Sock, who's long sought to control points with his serve and forehand, will look to conserve energy by ending points at the net as well. “I feel comfortable at the net. I've had some doubles success. I like being up there,” he said. “It's a little bit part of the game plan now.”
It’s no surprise Sock is comfortable at net. The Nebraska native spends plenty of time there on the doubles court. Sock has won eight tour-level doubles titles with five different partners, including the 2014 Wimbledon crown and the 2015 BNP Paribas Open title in Indian Wells, both with Canadian Vasek Pospisil.

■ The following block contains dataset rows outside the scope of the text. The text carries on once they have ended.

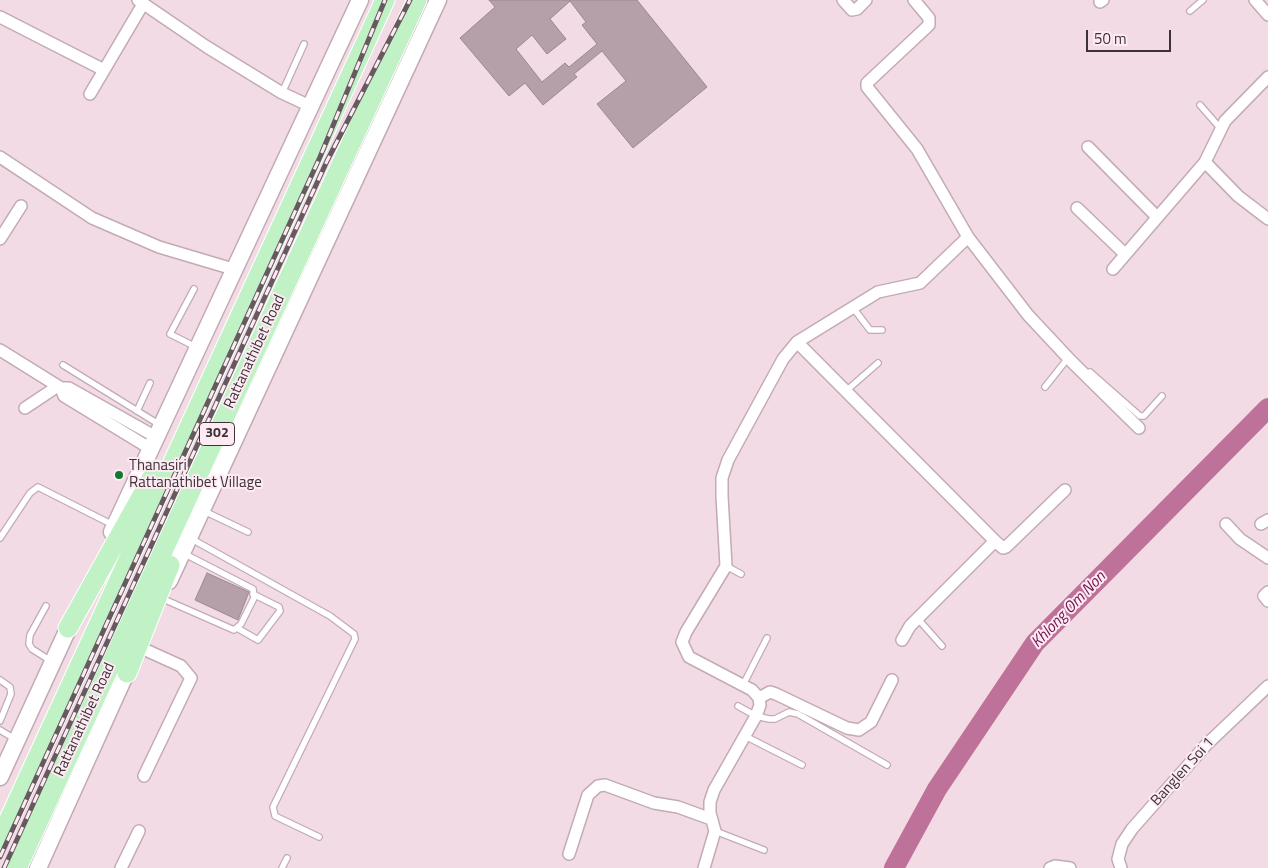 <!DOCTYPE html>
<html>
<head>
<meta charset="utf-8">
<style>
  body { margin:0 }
  #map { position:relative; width:1268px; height:868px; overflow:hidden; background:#f3dbe6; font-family:"Titillium Web",sans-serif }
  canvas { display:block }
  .scale { position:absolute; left:1086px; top:30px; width:85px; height:22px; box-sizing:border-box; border:2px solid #3c3237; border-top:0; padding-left:6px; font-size:15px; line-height:18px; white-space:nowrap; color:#3c3237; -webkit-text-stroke:4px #fdeaf3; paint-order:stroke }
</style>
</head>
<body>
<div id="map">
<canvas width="1268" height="868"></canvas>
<div class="scale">50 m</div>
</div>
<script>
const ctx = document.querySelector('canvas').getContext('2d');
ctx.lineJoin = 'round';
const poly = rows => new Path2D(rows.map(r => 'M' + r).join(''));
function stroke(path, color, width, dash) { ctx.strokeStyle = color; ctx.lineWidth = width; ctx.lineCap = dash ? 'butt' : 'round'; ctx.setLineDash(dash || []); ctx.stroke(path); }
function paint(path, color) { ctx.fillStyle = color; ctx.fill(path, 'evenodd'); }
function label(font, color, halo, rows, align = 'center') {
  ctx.font = font + ' "Titillium Web",sans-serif'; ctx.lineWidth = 4; ctx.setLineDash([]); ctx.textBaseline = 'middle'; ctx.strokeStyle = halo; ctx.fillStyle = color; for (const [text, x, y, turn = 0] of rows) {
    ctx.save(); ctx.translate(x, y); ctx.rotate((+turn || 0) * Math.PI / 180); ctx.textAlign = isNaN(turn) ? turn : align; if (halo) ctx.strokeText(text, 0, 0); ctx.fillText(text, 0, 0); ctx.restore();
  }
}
const river = poly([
  [894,868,937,789,1035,643,1268,408]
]);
const building = poly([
  [489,0,637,0,707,87,633,148,597,104,626,81,602,51,574,74,577,77,543,105,525,83,509,96,460,38,495,7,489,0],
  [570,1,586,22,582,25,597,44,569,67,565,63,542,82,516,49,532,35,547,54,566,39,550,19,570,1],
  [207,573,249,592,238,620,195,600,207,573]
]);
const service = poly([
  [1190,11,1203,0],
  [282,93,304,44],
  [1200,105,1221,129],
  [194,289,170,334,196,347],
  [854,309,870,330,882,330],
  [63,365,160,425],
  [1090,372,1140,416,1144,416,1162,396],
  [1045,387,1068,358],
  [846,391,878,363],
  [137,411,150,383],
  [204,511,248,532],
  [0,538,30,493,38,487,113,525],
  [190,538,330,616,354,634,355,639,273,807,275,816,319,837],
  [726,566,741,574],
  [161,598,234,630,241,624,254,598,253,589,183,553],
  [46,606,30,635,29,644,32,649,51,661],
  [918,619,942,646],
  [237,628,258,640,280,611,279,607,253,594],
  [0,680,10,687,11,694,0,721],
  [743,685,767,638],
  [738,706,756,716,769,719,775,719,789,712,798,714,887,765],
  [0,730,15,739],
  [745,736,802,765],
  [715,831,764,850],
  [282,868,287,858]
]);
const minor = poly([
  [138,0,207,47,282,93,310,106],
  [843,0,852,10,857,9,866,0],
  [1255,0,1268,15],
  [1100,2,1103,0],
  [0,17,104,70],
  [90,94,143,4],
  [1088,147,1156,216],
  [0,157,92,218,159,247,233,269],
  [1205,162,1238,196,1268,219],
  [1077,208,1125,254],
  [968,237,1028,315,1071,361,1139,428],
  [0,239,21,206],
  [1113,269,1205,162,1225,121,1268,77],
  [797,342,995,541,910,626,902,640],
  [0,350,61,388],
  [25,408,58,386],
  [151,449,64,396,61,388,69,388,156,437],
  [1226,524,1240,539,1268,558],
  [1261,524,1268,520],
  [995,541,1003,548,1006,547,1065,490],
  [1268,592,1264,596,1268,601],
  [139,647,181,666,191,678,144,776],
  [759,698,770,692,776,694,847,728,859,730,871,722,892,680],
  [569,854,588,795,598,786,605,785,654,803,678,807,711,819],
  [121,868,139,831],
  [704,868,715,831,710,813,710,802,714,790,756,716,760,705,759,698,752,690,689,657,682,642,686,632,726,566,722,496,722,478,728,460,783,359,797,342,878,292,920,283,968,237,917,149,867,87,867,83,929,25,929,18,914,0],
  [1050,868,1055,866,1070,868],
  [1121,868,1118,859,1122,844,1132,829,1205,746,1268,686]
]);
const secondary = poly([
  [112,532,360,0],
  [169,581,438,0],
  [0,777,73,618],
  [38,868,131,662]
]);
const primary = poly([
  [68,628,156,470],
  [127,673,170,565],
  [0,839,385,0],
  [17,868,417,0]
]);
const rail = poly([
  [0,857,320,157,385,0],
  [4,868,327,161,410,0]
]);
const markers = [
  [119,475,5,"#0e7a2e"]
];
const shields = [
  [217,434,35]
];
const shieldNames = [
  ["302",217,434]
];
const streetNames = [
  ["Rattanathibet Road",255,352,-65],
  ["Rattanathibet Road",85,720,-65],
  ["Banglen Soi 1",1183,772,-48]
];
const poiNames = [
  ["Thanasiri",129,466],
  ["Rattanathibet Village",129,483]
];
const waterNames = [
  ["Khlong Om Non",1069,610,-46]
];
stroke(river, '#be7299', 20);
paint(building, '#b59fa9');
stroke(building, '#9c8791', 1);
stroke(service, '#c2abb6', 8);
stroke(minor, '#c2abb6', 14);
stroke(secondary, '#c2abb6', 19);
stroke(primary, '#fff', 21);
stroke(service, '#fff', 5.5);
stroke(minor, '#fff', 11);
stroke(secondary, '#fff', 16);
stroke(primary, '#c0f2c6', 19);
stroke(rail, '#66595f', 5);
stroke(rail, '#fdeaf3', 3, [9]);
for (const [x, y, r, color] of markers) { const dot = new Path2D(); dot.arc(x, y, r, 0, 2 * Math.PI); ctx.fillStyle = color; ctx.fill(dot); stroke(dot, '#fdeaf3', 2); }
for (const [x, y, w] of shields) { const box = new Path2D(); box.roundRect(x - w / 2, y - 11.5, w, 23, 4); ctx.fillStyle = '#fdeaf3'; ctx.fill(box); stroke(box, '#3c3237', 1); }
label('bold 14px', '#3c3237', null, shieldNames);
label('15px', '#3c3237', '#fdeaf3', streetNames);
label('15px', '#3c3237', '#fdeaf3', poiNames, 'left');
label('italic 16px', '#70144d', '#fdeaf3', waterNames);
</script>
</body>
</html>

Last year, Sock paired with countryman John Isner to win the Rolex Shanghai Masters.
Berger is hoping to showcase Sock's skills around the net – “his touch, his feel and his ability to make shots in very unusual positions” – and his other strengths with the aggressive strategy.
“I think that he has some of the best weapons in the game in his serve, speed and forehand. We want to continue to work on his strengths and just add little parts to his game slowly,” Berger said.
In Indian Wells, Sock reached his first ATP World Tour Masters 1000 semi-final before falling to eventual champion Roger Federer. He backed it up in Miami with a quarter-final run (l. to Nadal).
But since then, the American has played .500 tennis, going 7-7, including his second-round win at the Citi Open. He withdrew from the Aegon Championships in London in June because of a knee injury, which also hampered him at Wimbledon.
Back on the U.S. hard courts, though, Sock hopes to emulate his childhood heroes and please the home fans with a title or two on home turf.
“We have a great history of champions. The U.S. tennis fan base is, I mean, not spoiled, but look, we've had so many great players come through here, so many Grand Slam champions, No. 1s in the world. It's understandable, I get it. If I was a tennis fan I'd want someone up there as well,” Sock said.
“Obviously we're doing our best... We don't want to stay around 17, 18 in the world. We all want to move up and be the next No. 1 or be the next Grand Slam champion. So we're all working towards that.”